In This Article:
Many investors are still learning about the various metrics that can be useful when analysing a stock. This article is for those who would like to learn about Return On Equity (ROE). To keep the lesson grounded in practicality, we'll use ROE to better understand HMS Bergbau AG (ETR:HMU).
Our data shows HMS Bergbau has a return on equity of 15% for the last year. One way to conceptualize this, is that for each €1 of shareholders' equity it has, the company made €0.15 in profit.
See our latest analysis for HMS Bergbau
How Do I Calculate Return On Equity?
The formula for return on equity is:
Return on Equity = Net Profit ÷ Shareholders' Equity
Or for HMS Bergbau:
15% = €1.5m ÷ €9.5m (Based on the trailing twelve months to December 2018.)
Most know that net profit is the total earnings after all expenses, but the concept of shareholders' equity is a little more complicated. It is all earnings retained by the company, plus any capital paid in by shareholders. You can calculate shareholders' equity by subtracting the company's total liabilities from its total assets.
What Does Return On Equity Mean?
Return on Equity measures a company's profitability against the profit it has kept for the business (plus any capital injections).

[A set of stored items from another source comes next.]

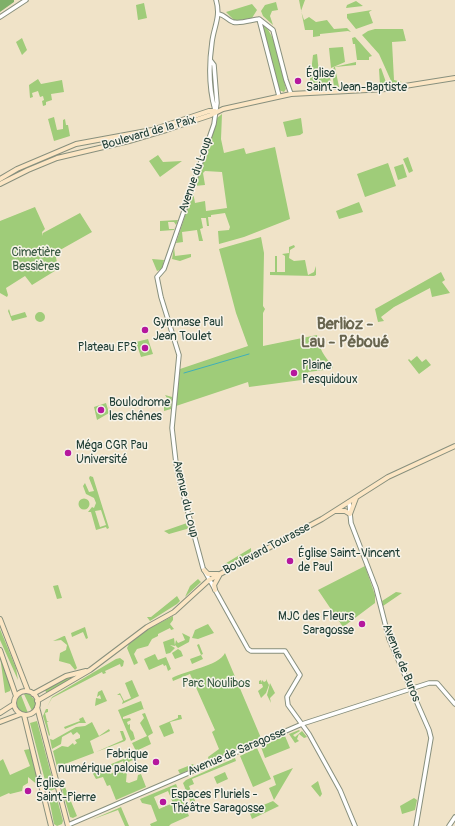 <!DOCTYPE html>
<meta charset="utf-8">
<style>
body{margin:0}
canvas{display:block;background:#f0e3c8}
</style>
<canvas width="455" height="826"></canvas>
<script>
const g = document.querySelector('canvas').getContext('2d');
g.lineJoin = 'round';
function fill(path, color) { g.fillStyle = color; g.fill(path, 'evenodd'); }
function stroke(path, color, width, dash) { g.strokeStyle = color; g.lineWidth = width; g.lineCap = dash ? 'butt' : 'round'; g.setLineDash(dash || []); g.stroke(path); }
function write(font, color, halo, rows, align = 'center') {
  g.font = font + ' Pangolin,sans-serif'; g.lineWidth = 3; g.setLineDash([]); g.textBaseline = 'middle'; g.strokeStyle = halo; g.fillStyle = color; for (const [text, x, y, turn = 0] of rows) {
    g.save(); g.translate(x, y); g.rotate((+turn || 0) * Math.PI / 180); g.textAlign = isNaN(turn) ? turn : align; if (halo) g.strokeText(text, 0, 0); g.fillText(text, 0, 0); g.restore();
  }
}
fill(new Path2D(`
 M 299,0 L 305,0 L 301,11 L 304,20 L 309,17 L 316,22 L 327,20 L 334,29 L 347,28 L 351,32 L 348,31 L 320,34 L 320,36 L 313,37 L 313,30 L 305,30 Z
 M 356,1 L 363,6 L 346,8 L 347,5 Z
 M 276,2 L 278,10 L 272,11 L 270,16 L 273,25 L 263,16 L 261,11 L 265,5 Z
 M 144,3 L 147,18 L 138,20 L 136,5 Z
 M 252,4 L 257,10 L 252,18 L 235,21 L 226,12 Z
 M 372,10 L 369,12 L 373,23 L 356,29 L 347,18 L 347,14 Z
 M 261,24 C 276,29 282,74 286,89 L 284,92 L 279,90 Z
 M 375,29 L 403,29 L 406,41 L 392,42 L 394,80 L 402,82 L 394,84 L 392,83 L 379,54 L 362,35 L 368,31 Z
 M 355,37 L 372,56 L 369,57 L 369,60 L 357,60 L 355,44 L 353,44 L 352,38 Z
 M 22,38 L 27,50 L 22,55 L 16,42 Z
 M 343,47 L 345,62 L 331,68 L 329,48 Z
 M 317,54 C 319,68 316,70 330,75 L 331,87 L 309,89 L 313,55 Z
 M 356,62 L 356,65 L 335,67 L 339,87 L 334,87 L 332,72 L 334,67 Z
 M 381,68 L 387,85 L 383,87 L 380,85 L 379,69 Z
 M 38,79 L 41,84 L 62,80 L 64,92 L 51,94 L 52,100 L 46,102 L 46,105 L 43,106 L 42,101 L 44,100 L 43,96 L 40,97 L 38,91 L 32,93 L 33,97 L 30,98 L 29,85 Z
 M 222,114 L 221,139 L 224,153 L 244,148 L 246,154 L 275,147 L 290,219 L 244,237 L 219,244 L 218,231 L 229,230 L 230,227 L 225,213 L 211,215 L 211,217 L 208,217 L 209,226 L 207,226 L 206,218 L 201,218 L 203,228 L 200,229 L 203,241 L 199,241 L 197,230 L 182,232 L 183,242 L 176,243 L 193,192 L 195,203 L 205,201 L 206,211 L 227,208 L 222,172 L 205,171 L 203,173 L 205,185 L 194,186 L 217,118 Z
 M 54,117 L 57,130 L 63,129 L 63,120 L 65,119 L 66,125 L 68,125 L 70,136 L 54,141 L 48,119 Z
 M 301,118 L 303,133 L 300,135 L 287,137 L 283,122 Z
 M 158,155 L 163,162 L 182,161 L 160,177 L 149,161 Z
 M 408,157 L 413,171 L 409,173 L 403,159 Z
 M 388,163 L 396,186 L 365,197 L 357,174 Z
 M 403,164 L 407,177 L 398,180 L 394,167 Z
 M 359,202 L 363,212 L 339,219 L 336,211 Z
 M 35,207 L 45,229 L 42,232 L 43,236 L 43,233 L 80,213 L 92,232 L 53,254 L 56,257 L 58,269 L 32,285 L 25,276 L 6,288 L 8,295 L 7,297 L 0,293 L 0,221 Z
 M 178,220 L 176,225 L 174,222 L 168,222 L 169,229 L 174,229 L 175,226 L 174,230 L 160,231 L 160,221 Z
 M 261,237 L 264,253 L 263,306 L 265,309 L 263,313 L 263,346 L 317,335 C 319,349 324,356 333,366 L 332,369 L 308,372 L 309,379 L 249,387 L 248,382 L 176,406 L 180,369 L 248,346 L 236,313 L 219,249 Z
 M 294,245 L 295,247 L 290,250 L 289,258 L 294,261 L 305,260 L 308,275 L 314,272 L 316,266 L 316,275 L 314,276 L 270,275 L 270,272 L 275,272 L 275,256 L 277,256 L 277,272 L 285,272 L 285,256 L 282,254 L 289,253 L 289,247 Z
 M 174,247 L 175,256 L 191,254 L 191,257 L 180,261 L 172,259 Z
 M 152,259 L 164,260 L 162,269 L 157,271 Z
 M 441,272 L 445,280 L 442,282 L 450,293 L 432,297 L 430,288 L 394,307 L 381,317 L 384,321 L 378,322 L 375,309 Z
 M 9,309 L 11,316 L 25,312 L 27,317 L 12,321 L 8,311 Z
 M35 317a5 5 0 1 1 10 0a5 5 0 1 1-10 0Z
 M 148,339 L 153,354 L 141,357 L 136,342 Z
 M 417,356 L 422,362 L 426,359 L 431,365 L 419,374 L 408,360 L 409,359 L 411,361 Z
 M 165,395 L 172,397 L 171,409 L 164,411 L 164,403 L 167,398 Z
 M 106,403 L 109,413 L 97,420 L 94,407 Z
 M 90,476 L 93,477 L 109,528 L 107,529 L 106,527 L 96,530 L 91,512 L 88,512 L 92,507 L 94,508 L 96,503 L 94,498 L 86,494 L 83,486 L 85,483 L 89,492 L 94,491 L 89,478 ZM 101,510 L 106,525 L 100,527 L 95,511 Z
 M78.5 504a5.5 5.5 0 1 1 11 0a5.5 5.5 0 1 1-11 0Z
 M 187,523 L 190,528 L 169,534 L 164,531 Z
 M 251,548 L 251,552 L 226,566 L 223,565 Z
 M 365,566 L 375,595 L 375,603 L 343,627 L 318,590 Z
 M 198,579 L 201,582 L 185,597 L 190,586 Z
 M 58,585 L 62,598 L 57,599 L 53,586 Z
 M 396,592 L 402,593 L 383,606 L 382,601 Z
 M 177,596 L 180,601 L 177,604 L 150,621 L 147,617 L 151,617 Z
 M 173,616 L 173,620 L 170,624 L 174,629 L 171,630 L 170,628 L 158,634 L 158,636 L 152,639 L 148,646 L 137,649 L 134,654 L 138,663 L 134,665 L 127,648 L 129,644 L 150,628 Z
 M 208,624 L 214,633 L 198,639 L 192,638 L 195,630 Z
 M 85,627 L 88,638 L 86,639 L 83,632 L 72,637 L 71,633 Z
 M 0,629 L 16,668 L 18,680 L 0,640 Z
 M 182,633 L 190,637 L 189,642 L 178,648 L 175,645 L 176,640 L 178,643 L 185,640 Z
 M 64,636 L 65,636 L 77,668 L 75,670 L 70,664 L 59,661 L 60,653 L 66,650 L 67,645 L 61,640 L 53,641 Z
 M 174,638 L 175,646 L 170,645 L 175,648 L 170,653 L 166,654 L 163,642 Z
 M 199,644 L 203,654 L 201,655 L 203,659 L 192,664 L 190,659 L 201,655 L 197,645 Z
 M 178,649 L 181,651 L 183,656 L 175,659 L 172,653 Z
 M 225,653 L 261,738 L 209,761 L 208,757 L 219,749 L 212,732 L 215,730 L 190,674 L 173,681 L 172,678 C 184,671 219,666 225,653 Z
 M 155,654 L 158,660 L 166,657 L 171,669 L 168,671 L 166,665 L 164,666 L 163,664 L 149,670 L 144,659 Z
 M 0,656 L 11,687 L 10,691 L 5,693 Z
 M 120,658 L 124,661 L 123,666 L 121,667 L 120,664 L 105,671 L 106,673 L 103,674 L 102,672 L 52,698 L 47,707 L 52,697 L 116,659 Z
 M 78,675 L 47,694 L 45,690 L 67,678 Z
 M 266,679 L 269,685 L 266,693 L 261,698 L 258,691 L 263,687 L 262,684 L 259,684 L 259,681 L 261,680 L 262,683 L 262,680 L 264,682 L 266,681 Z
 M 132,680 L 139,696 L 122,704 L 123,701 L 120,695 L 117,695 L 120,693 L 124,701 L 131,698 L 125,683 Z
 M 270,683 L 275,693 L 270,698 L 271,703 L 267,695 Z
 M 102,690 L 107,701 L 95,706 L 96,698 L 101,699 L 100,695 L 97,697 L 98,692 Z
 M 28,693 L 35,700 L 36,706 L 32,711 L 24,694 Z
 M 21,695 L 28,713 L 21,712 L 17,706 L 17,700 Z
 M 141,701 L 144,710 L 143,709 L 123,717 L 123,719 L 130,718 L 131,720 L 127,722 L 128,725 L 130,724 L 130,729 L 133,732 L 135,739 L 131,741 L 118,710 Z
 M 46,709 L 48,709 L 48,712 L 45,713 L 47,721 L 49,721 L 47,722 L 50,735 L 49,736 L 43,716 Z
 M 145,713 L 153,733 L 148,736 L 151,744 L 136,751 L 132,743 L 147,736 L 140,723 L 144,718 L 142,714 Z
 M 178,715 L 181,715 L 182,719 L 170,722 L 174,733 L 164,737 L 159,726 L 178,718 Z
 M 83,717 L 86,723 L 79,723 L 65,729 L 64,727 L 80,721 L 79,719 Z
 M 37,721 L 55,789 L 48,792 L 30,723 Z
 M 92,722 L 99,736 L 109,729 L 110,731 L 90,741 L 94,753 L 57,767 L 53,751 L 62,746 L 68,747 L 73,743 L 74,745 L 77,743 L 75,740 L 80,738 L 80,735 L 77,732 L 73,735 L 71,732 L 62,737 L 61,744 L 52,749 L 50,739 L 53,740 L 76,727 L 85,726 Z
 M 299,730 L 300,731 L 293,735 L 295,737 L 302,731 L 307,737 L 304,738 L 299,734 L 297,739 L 299,741 L 295,743 L 289,734 Z
 M 120,731 L 123,731 L 126,739 L 125,741 L 96,752 L 123,740 Z
 M 286,735 L 285,736 L 290,748 L 265,758 L 261,747 Z
 M 257,748 L 271,779 L 253,787 L 240,756 Z
 M 30,749 L 39,786 L 28,777 L 28,783 L 23,786 L 22,791 L 10,794 L 9,793 L 0,797 L 0,761 L 3,759 L 10,775 L 30,766 L 24,750 Z
 M 131,754 L 133,760 L 124,764 L 123,761 L 108,768 L 110,774 L 126,768 L 123,773 L 124,774 L 128,768 L 131,766 L 135,772 L 134,773 L 131,770 L 127,771 L 126,782 L 129,783 L 137,780 L 138,775 L 141,774 L 146,787 L 116,800 L 110,785 L 107,786 L 103,777 L 96,779 L 92,772 L 128,757 L 128,755 Z
 M 235,758 L 236,761 L 192,779 L 194,784 L 189,786 L 195,801 L 191,803 L 183,783 L 186,780 Z
 M 193,764 L 195,767 L 180,774 L 178,770 Z
 M 293,768 L 274,800 L 269,788 L 276,785 L 273,776 Z
 M 225,772 L 228,779 L 217,784 L 214,777 Z
 M 318,781 L 322,794 L 320,797 L 311,786 Z
 M 176,784 L 189,816 L 171,824 L 169,826 L 151,826 L 150,824 L 157,821 L 151,805 L 142,803 L 140,799 ZM 168,791 L 173,803 L 159,809 L 154,797 Z
 M 65,787 L 77,816 L 73,818 L 70,817 L 62,789 Z
 M 56,795 L 63,821 L 62,824 L 57,826 L 54,824 L 49,798 Z
 M 414,798 L 417,800 L 415,810 L 402,814 L 400,806 Z
 M 273,801 L 279,806 L 252,819 L 249,811 Z
 M 121,807 L 129,826 L 125,826 L 118,810 L 91,820 Z`), '#9fcc79');
fill(new Path2D(`
 M 0,0 L 14,0 L 14,2 L 0,12 Z`), '#7fb069');
stroke(new Path2D(`
 M 184,373 L 249,354`), '#3fafb9', 1);
const tertiary = new Path2D(`
 M 219,14 C 225,15 227,20 233,22 C 240,24 251,20 259,19 L 273,30 L 286,80 L 291,94
 M 0,17 L 26,0
 M 259,19 L 279,96
 M 211,61 L 214,65 L 217,103 L 214,124 L 164,269 L 157,277 L 161,297 L 179,355 L 172,428 L 176,463 L 181,486 L 203,568 L 248,649 L 251,651 L 285,651 L 300,675 L 287,697 L 288,705 L 309,734 L 340,790 L 355,826
 M 215,110 C 209,89 209,63 212,42 C 214,26 221,17 216,0
 M 349,502 L 351,523 L 376,588 L 389,639 L 429,730 L 431,738 L 416,826
 M 68,825 L 302,724 L 429,683 L 437,683 L 455,704
 M 449,826 L 455,817`);
const secondary = new Path2D(`
 M 0,179 L 17,169 L 76,144 L 152,130 L 209,111 L 215,111
 M 0,184 L 28,170 L 57,158 L 129,141 L 166,130 L 211,115 L 223,109 L 291,94 L 386,89 L 455,78
 M 336,511 L 345,511 L 350,514 L 356,498
 M 204,570 L 208,574 L 218,574
 M 215,590 L 214,585 L 220,574
 M 0,619 L 28,691
 M 0,650 L 16,696
 M14 703a12 12 0 1 1 24 0a12 12 0 1 1-24 0Z
 M 33,694 L 66,676 L 86,671
 M 37,701 L 90,670 L 147,627 L 174,612 L 209,580 L 322,519 L 388,477 L 455,446
 M 37,707 L 68,826
 M 0,713 L 14,704
 M 24,715 L 51,826
 M 0,722 L 21,714`);
stroke(tertiary, '#88907e', 5.5);
stroke(secondary, '#88907e', 6);
stroke(tertiary, '#fff', 3.5);
stroke(secondary, '#fce6c4', 4);
for (const [x, y, r, color] of [
 [298,81,4,"#b5179e"],
 [145,330,4,"#b5179e"],
 [145,348,4,"#b5179e"],
 [294,373,4,"#b5179e"],
 [101,410,4,"#b5179e"],
 [68,453,4,"#b5179e"],
 [290,561,4,"#b5179e"],
 [362,624,4,"#b5179e"],
 [156,762,4,"#b5179e"],
 [28,791,4,"#b5179e"],
 [163,802,4,"#b5179e"]
]) { const dot = new Path2D(); dot.arc(x, y, r, 0, 2 * Math.PI); g.fillStyle = color; g.fill(dot); stroke(dot, '#f7f3e8', 1.5); }
write('12px', '#1f3d34', '#f7f3e8', [
 ["Église",306,74],
 ["Saint-Jean-Baptiste",306,88],
 ["Gymnase Paul",153,323],
 ["Jean Toulet",153,337],
 ["Plateau EPS",137,348,"right"],
 ["Plaine",302,366],
 ["Pesquidoux",302,380],
 ["Boulodrome",109,403],
 ["les chênes",109,417],
 ["Méga CGR Pau",76,446],
 ["Université",76,460],
 ["Église Saint-Vincent",298,554],
 ["de Paul",298,568],
 ["MJC des Fleurs",354,617,"right"],
 ["Saragosse",354,631,"right"],
 ["Fabrique",148,755,"right"],
 ["numérique paloise",148,769,"right"],
 ["Église",36,784],
 ["Saint-Pierre",36,798],
 ["Espaces Pluriels -",171,795],
 ["Théâtre Saragosse",171,809]
], 'left');
write('12px', '#1f3d34', '#f7f3e8', [
 ["Boulevard de la Paix",149,133,-16],
 ["Avenue du Loup",196,175,-71],
 ["Avenue du Loup",185,499,77],
 ["Boulevard Tourasse",267,549,-28],
 ["Avenue de Buros",401,663,68],
 ["Avenue de Saragosse",237,752,-23]
]);
write('12px', '#395a42', '#f7f3e8', [
 ["Cimetière",36,253],
 ["Bessières",36,267],
 ["Parc Noulibos",216,684]
]);
write('bold 16px', '#68654f', '#f7f3e8', [
 ["Berlioz -",345,325],
 ["Lau - Péboué",345,343]
]);
</script>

The 'return' is the profit over the last twelve months. That means that the higher the ROE, the more profitable the company is. So, all else equal, investors should like a high ROE. That means it can be interesting to compare the ROE of different companies.
Does HMS Bergbau Have A Good Return On Equity?
By comparing a company's ROE with its industry average, we can get a quick measure of how good it is. The limitation of this approach is that some companies are quite different from others, even within the same industry classification. Pleasingly, HMS Bergbau has a superior ROE than the average (11%) company in the Trade Distributors industry.
That's clearly a positive. We think a high ROE, alone, is usually enough to justify further research into a company. For example you might check if insiders are buying shares.
How Does Debt Impact Return On Equity?
Virtually all companies need money to invest in the business, to grow profits. The cash for investment can come from prior year profits (retained earnings), issuing new shares, or borrowing. In the case of the first and second options, the ROE will reflect this use of cash, for growth. In the latter case, the use of debt will improve the returns, but will not change the equity. In this manner the use of debt will boost ROE, even though the core economics of the business stay the same.